ALPLA also worked with Vöslauer for mineral water bottles made entirely of rPET. With more than 40% share of the market, Vöslauer is Austria’s number one mineral water brand. The family-owned enterprise aspires to be the industry’s innovative and pioneering sustainability driver. It requires its packaging and bottles for the line to be resource-efficient, sustainable, lightweight and suitable for daily use.


ALPLA rPET-voslauer1.jpg

In 2006, Vöslauer founded its own recycling company called “PET to PET” along with four other Austrian beverage manufacturers. It subsequently launched its first PET bottles made from 100% rPET. As it prepared to quickly switch all of its PET bottles to sustainable materials, it roped in ALPLA,

The preforms are produced at ALPLA’s plant in Steinabrückl. The proportion of rPET or rePET, as Vöslauer calls it, is being steadily increased. He reveals that they had their first Vöslauer bottle made entirely using rPET bottles back in 2011. “At the time, the quality of the raw material wasn’t sufficient for us to achieve a consistent colour.”

 

Mr Rosenberger credits the advancements since gained, including using the right raw materials, to the partnerships it enjoys with ARA, for collecting the bottles, PET to PET as the materials processor and Vöslauer as the bottling company.

 

“There cannot be any colour deviations when the preforms are injection-moulded, and the segment weight has to be carefully monitored when the bottles are blown at the Vöslauer plant.”

 

Vöslauer hopes to gradually transition its other product lines to 100% rPET. It cites correct bottle collection and separation as important parameters for this, as is awareness that PET is a valuable raw material that doesn’t belong with residual waste.

 

Challenges with supply

PET is the most widely recycled plastic across Europe. A 2017 survey on European PET Recycle Industry shows that out of 3,308,300 tonnes of PET bottles placed in the European market that year, 58.2% or a total of 1,923,100, were collected.

 

Rates vary significantly across regions, however, from highs of 90-95 % in countries such as Germany and Finland to less than 30% - 40 % in Mediterranean countries or central eastern European countries. According to the survey, these are influenced by different methods of waste collection and sorting: deposit return scheme, kerbside collection and collection points.

 

But ICIS, a source for independent commodity intelligence services in the chemicals, energy and fertilizer markets, reports there’s a change in recycling habits in the region.
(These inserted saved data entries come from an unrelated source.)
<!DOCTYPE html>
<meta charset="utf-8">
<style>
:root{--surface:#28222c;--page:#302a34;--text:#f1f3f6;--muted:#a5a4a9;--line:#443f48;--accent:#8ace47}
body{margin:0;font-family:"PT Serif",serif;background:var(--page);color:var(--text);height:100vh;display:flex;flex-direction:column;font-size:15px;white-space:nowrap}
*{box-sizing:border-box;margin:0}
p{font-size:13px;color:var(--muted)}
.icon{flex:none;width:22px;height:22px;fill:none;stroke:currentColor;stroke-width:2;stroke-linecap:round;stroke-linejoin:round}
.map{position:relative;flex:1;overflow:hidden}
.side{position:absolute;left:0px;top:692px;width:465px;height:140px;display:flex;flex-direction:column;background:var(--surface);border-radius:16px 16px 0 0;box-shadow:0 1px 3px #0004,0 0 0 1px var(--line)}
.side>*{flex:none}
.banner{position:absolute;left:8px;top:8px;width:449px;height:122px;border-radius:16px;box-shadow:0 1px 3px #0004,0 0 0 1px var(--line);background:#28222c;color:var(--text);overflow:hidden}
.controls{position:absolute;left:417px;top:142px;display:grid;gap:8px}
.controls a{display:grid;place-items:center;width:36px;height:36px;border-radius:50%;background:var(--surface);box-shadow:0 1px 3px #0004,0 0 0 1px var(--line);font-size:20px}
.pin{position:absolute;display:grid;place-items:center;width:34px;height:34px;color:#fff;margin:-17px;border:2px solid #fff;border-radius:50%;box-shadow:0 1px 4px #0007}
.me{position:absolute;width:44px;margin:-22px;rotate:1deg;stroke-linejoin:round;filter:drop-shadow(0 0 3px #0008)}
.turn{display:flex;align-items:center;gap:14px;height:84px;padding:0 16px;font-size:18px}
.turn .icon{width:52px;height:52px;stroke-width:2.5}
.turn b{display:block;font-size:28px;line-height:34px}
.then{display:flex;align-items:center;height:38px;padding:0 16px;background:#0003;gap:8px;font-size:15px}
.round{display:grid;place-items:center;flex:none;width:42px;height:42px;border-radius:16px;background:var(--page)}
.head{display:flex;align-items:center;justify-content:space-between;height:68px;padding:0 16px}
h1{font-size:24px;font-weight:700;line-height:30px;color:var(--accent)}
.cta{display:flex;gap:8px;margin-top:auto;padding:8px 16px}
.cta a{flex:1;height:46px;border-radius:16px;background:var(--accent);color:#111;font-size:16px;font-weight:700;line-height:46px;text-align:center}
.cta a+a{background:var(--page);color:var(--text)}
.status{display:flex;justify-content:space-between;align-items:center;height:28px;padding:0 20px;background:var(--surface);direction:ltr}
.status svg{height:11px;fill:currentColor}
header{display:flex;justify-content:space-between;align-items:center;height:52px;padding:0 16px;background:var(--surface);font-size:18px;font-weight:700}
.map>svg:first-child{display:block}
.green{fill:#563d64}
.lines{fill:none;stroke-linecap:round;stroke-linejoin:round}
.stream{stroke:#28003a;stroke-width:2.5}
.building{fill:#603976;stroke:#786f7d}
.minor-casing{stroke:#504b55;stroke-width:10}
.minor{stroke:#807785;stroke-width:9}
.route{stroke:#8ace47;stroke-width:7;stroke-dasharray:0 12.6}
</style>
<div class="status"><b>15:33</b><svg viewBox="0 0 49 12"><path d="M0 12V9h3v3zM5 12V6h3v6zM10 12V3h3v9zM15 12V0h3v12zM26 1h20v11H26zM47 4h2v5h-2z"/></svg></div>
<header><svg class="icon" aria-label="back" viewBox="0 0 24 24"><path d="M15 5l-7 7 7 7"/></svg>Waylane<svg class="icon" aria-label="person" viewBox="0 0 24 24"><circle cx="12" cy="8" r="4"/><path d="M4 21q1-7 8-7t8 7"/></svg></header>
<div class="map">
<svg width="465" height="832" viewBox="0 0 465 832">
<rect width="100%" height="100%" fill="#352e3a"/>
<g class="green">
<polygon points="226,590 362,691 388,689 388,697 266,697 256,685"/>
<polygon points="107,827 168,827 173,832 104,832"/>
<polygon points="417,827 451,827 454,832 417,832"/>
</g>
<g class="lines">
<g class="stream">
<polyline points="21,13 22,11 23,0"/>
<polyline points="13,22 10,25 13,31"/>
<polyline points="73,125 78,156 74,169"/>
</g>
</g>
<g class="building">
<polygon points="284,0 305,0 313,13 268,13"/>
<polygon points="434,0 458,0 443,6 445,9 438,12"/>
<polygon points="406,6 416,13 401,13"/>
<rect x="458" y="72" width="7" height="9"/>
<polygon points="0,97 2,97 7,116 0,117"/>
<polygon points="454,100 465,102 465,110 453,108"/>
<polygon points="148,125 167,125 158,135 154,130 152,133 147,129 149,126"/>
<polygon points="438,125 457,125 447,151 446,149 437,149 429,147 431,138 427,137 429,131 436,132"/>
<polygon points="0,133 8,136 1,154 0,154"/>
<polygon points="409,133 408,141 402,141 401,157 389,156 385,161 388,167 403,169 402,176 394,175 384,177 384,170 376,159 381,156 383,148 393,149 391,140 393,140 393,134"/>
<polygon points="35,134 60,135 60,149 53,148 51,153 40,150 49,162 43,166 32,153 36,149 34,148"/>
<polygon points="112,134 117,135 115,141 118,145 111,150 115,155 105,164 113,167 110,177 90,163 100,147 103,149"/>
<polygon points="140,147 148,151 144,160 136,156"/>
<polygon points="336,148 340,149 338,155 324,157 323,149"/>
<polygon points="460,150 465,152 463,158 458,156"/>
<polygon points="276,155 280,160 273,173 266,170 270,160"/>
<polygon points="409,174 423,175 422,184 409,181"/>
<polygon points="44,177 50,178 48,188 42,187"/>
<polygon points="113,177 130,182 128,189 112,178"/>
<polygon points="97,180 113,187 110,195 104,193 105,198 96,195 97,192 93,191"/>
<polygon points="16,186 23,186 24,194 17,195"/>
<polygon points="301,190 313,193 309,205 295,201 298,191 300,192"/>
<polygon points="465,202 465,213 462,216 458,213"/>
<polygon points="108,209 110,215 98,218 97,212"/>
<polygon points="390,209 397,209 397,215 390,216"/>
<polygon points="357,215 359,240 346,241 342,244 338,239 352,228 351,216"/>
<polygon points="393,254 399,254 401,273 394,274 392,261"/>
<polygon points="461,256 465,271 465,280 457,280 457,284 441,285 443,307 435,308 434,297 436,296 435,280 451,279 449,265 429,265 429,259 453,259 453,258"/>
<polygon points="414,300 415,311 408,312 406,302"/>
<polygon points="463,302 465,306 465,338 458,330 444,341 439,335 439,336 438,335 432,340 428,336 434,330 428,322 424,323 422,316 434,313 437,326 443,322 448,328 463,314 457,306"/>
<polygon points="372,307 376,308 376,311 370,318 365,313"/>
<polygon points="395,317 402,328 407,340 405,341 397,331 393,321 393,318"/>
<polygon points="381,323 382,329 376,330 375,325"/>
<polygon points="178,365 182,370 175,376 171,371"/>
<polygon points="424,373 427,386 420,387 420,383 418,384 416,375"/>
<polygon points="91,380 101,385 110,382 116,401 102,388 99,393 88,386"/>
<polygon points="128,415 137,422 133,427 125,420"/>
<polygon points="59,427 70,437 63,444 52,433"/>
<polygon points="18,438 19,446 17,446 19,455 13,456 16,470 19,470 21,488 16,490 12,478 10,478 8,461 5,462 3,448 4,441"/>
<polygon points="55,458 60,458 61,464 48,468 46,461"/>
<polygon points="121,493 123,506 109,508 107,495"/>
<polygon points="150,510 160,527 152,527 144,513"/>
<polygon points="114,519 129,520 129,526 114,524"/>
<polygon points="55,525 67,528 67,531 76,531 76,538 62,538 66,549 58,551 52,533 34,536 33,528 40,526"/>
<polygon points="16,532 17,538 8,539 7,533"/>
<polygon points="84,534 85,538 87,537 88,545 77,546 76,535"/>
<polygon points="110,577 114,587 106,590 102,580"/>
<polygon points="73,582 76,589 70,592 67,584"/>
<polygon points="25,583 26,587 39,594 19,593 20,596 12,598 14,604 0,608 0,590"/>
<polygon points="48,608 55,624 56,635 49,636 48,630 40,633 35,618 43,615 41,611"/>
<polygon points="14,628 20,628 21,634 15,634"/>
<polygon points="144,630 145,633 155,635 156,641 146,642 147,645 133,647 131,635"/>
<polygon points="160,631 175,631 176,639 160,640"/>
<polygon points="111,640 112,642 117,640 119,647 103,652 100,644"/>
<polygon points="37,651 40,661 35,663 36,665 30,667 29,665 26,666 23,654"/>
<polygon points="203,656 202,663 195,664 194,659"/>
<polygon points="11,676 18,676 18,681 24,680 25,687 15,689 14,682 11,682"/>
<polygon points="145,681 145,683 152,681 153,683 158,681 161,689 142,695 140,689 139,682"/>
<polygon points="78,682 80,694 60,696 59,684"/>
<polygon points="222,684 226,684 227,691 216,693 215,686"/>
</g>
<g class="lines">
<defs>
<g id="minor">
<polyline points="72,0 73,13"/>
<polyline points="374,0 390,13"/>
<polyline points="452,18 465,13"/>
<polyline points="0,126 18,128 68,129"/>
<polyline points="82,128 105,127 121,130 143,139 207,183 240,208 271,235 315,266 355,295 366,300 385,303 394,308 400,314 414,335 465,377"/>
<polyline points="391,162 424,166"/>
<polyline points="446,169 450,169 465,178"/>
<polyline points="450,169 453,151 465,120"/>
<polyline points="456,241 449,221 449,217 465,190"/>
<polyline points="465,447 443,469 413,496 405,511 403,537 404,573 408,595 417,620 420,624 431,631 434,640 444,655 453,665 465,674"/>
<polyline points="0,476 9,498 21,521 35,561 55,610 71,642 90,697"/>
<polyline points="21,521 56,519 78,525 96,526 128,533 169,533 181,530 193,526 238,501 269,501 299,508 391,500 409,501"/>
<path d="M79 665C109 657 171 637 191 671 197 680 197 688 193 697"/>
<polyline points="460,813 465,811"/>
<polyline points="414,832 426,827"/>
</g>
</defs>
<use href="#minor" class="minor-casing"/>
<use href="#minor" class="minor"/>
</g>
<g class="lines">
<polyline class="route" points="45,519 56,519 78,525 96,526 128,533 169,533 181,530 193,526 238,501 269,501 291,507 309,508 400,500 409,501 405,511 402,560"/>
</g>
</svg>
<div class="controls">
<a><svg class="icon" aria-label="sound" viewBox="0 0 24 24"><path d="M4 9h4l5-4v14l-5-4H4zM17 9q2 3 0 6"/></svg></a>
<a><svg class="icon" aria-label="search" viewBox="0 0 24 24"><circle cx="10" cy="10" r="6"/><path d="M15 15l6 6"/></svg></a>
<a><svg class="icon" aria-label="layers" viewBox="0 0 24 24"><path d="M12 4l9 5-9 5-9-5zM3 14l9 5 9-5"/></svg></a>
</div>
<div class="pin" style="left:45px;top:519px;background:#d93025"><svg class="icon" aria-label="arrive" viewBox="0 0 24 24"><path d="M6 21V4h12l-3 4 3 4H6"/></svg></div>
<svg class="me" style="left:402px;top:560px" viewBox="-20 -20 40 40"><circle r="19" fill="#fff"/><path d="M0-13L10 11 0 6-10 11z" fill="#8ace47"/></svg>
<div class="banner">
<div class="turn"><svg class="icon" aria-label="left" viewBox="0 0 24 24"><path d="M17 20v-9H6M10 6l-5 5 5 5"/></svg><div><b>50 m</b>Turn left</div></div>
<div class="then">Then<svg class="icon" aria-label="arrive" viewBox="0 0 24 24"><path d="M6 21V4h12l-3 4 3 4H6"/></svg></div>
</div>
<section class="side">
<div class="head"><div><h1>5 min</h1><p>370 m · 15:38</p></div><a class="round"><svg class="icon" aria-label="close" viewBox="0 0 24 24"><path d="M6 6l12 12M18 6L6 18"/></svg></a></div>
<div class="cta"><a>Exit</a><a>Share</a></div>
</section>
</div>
It quotes a German recycler as saying: “People are buying [bottled] water and they don’t bring it back, they store it.”

 

Germany has one of the most established deposit return schemes (DRS) in Europe. It allows consumers to return used PET bottles through reverse vending machines in locations such as supermarkets. ICIS sources, however, are waiting to assess the impact of the long-drawn social distancing and self-isolation on the country’s recycling market. Some suggest that the coronavirus may cause more people to turn to tap water or use glass bottles over plastic.

 

Pre COVID-19 demand

Prior to the onslaught of the COVID-19, the rPET market was forecast to develop globally.  Future Market Insights projected a CAGR of 6.5% between 2019 and 2029.

 

Expected to keep the momentum going is the preference for recyclable and sustainable packaging solutions from the food, beverage and healthcare industries.

 

The bottles and jars segment in particular experienced unmatchable demand especially from the beverage industry’s drinking water as well as carbonated and non-carbonated drinks. This since bottles and jars offer precise packaging, high impact capability, and affordability to end users.